Probably, if the uops come from the uop cache you get the fast speed since the prefix and any decoding stalls don't have any impact in that case (that mess is effectively erased in the uop cache), but if it needs to be decoded you get a stall due to the length changing prefix.
Whether a bit of code comes from the uop cache is highly dependent on alignment, surrounding instructions, the specific microarchitecture, microcode version and even more esototeric things like how many incoming jumps target the nearby region of code (and in which order they were observed by the cache).
Yep, a lot of potential contributors.

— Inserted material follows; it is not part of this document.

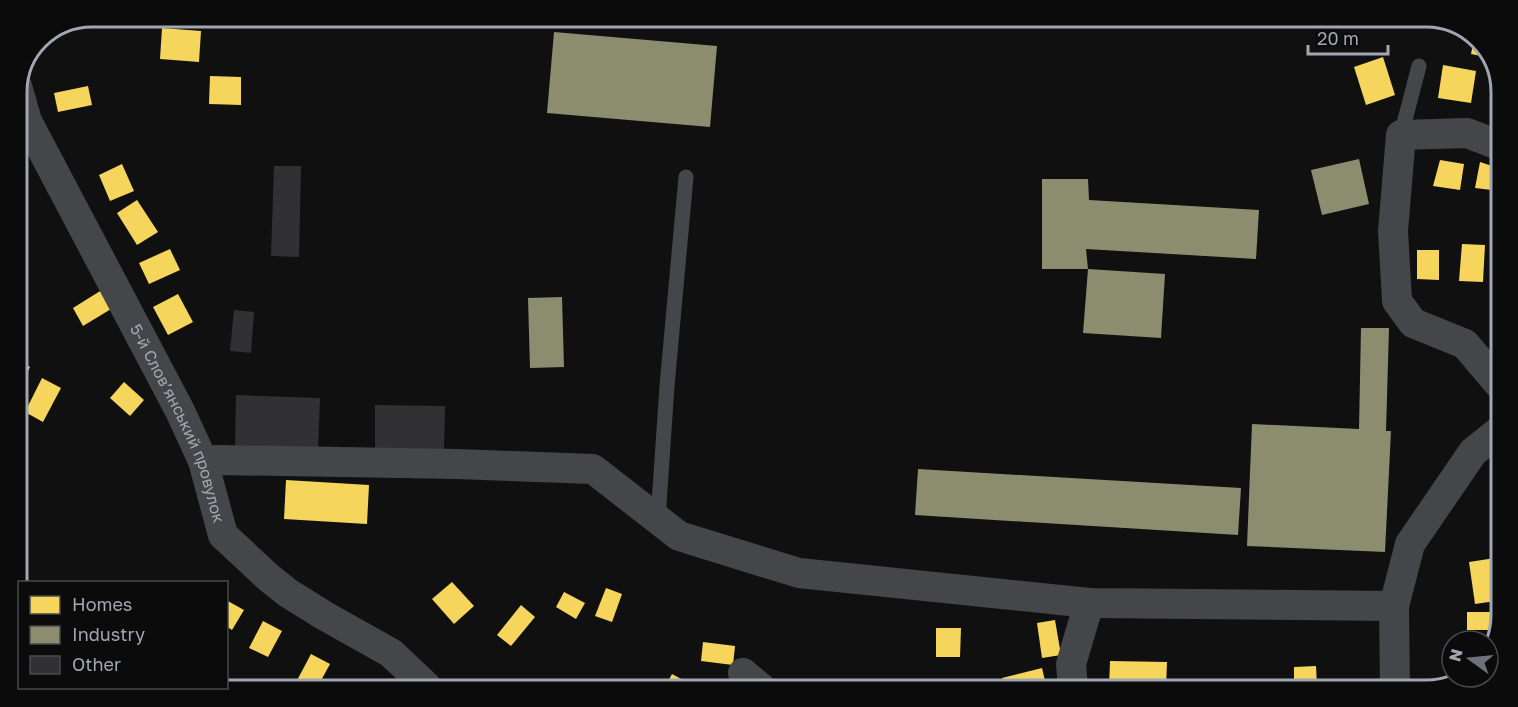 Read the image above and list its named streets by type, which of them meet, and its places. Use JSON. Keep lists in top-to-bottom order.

Though, my test was of a single plain 8x unrolled loop doing nothing else, running for tens of thousands of iterations to take a total of ~0.1ms, i.e. should trivially cache, and yet there's consistent inconsistency.
Did some 'perf stat'ting, comparing the same test with "cmp eax,1000" vs "cmp ax,1000"; per instruction, idq.mite_uops goes 0.04% → 35%, and lsd.uops goes 90% → 54%; so presumably sometimes somehow the loop makes into LSD at which point dropping out of it is hard, while other times it perpetually gets stuck at MITE? (test is of 10 instrs - 8 copies of the cmp, and dec+jne that'd get fused, so 90% uops/instr makes sense)
> The following alignment situations can cause LCP stalls to trigger twice:
> · An instruction is encoded with a MODR/M and SIB byte, and the fetch line boundary crossing is between the MODR/M and the SIB bytes.
> · An instruction starts at offset 13 of a fetch line references a memory location using register and immediate byte offset addressing mode.
So that's the order of funkiness to be expected, fun.
> False LCP stalls occur when (a) instructions with LCP that are encoded using the F7 opcodes, and (b) are located at offset 14 of a fetch line. These instructions are: not, neg, div, idiv, mul, and imul. False LCP experiences delay because the instruction length decoder can not determine the length of the instruction before the next fetch line, which holds the exact opcode of the instruction in its MODR/M byte.
The "true" LCP stall for the F7 opcodes would be "test r16,imm16", but due to the split opcode info across the initial byte & ModR/M, the other F7's suffer too.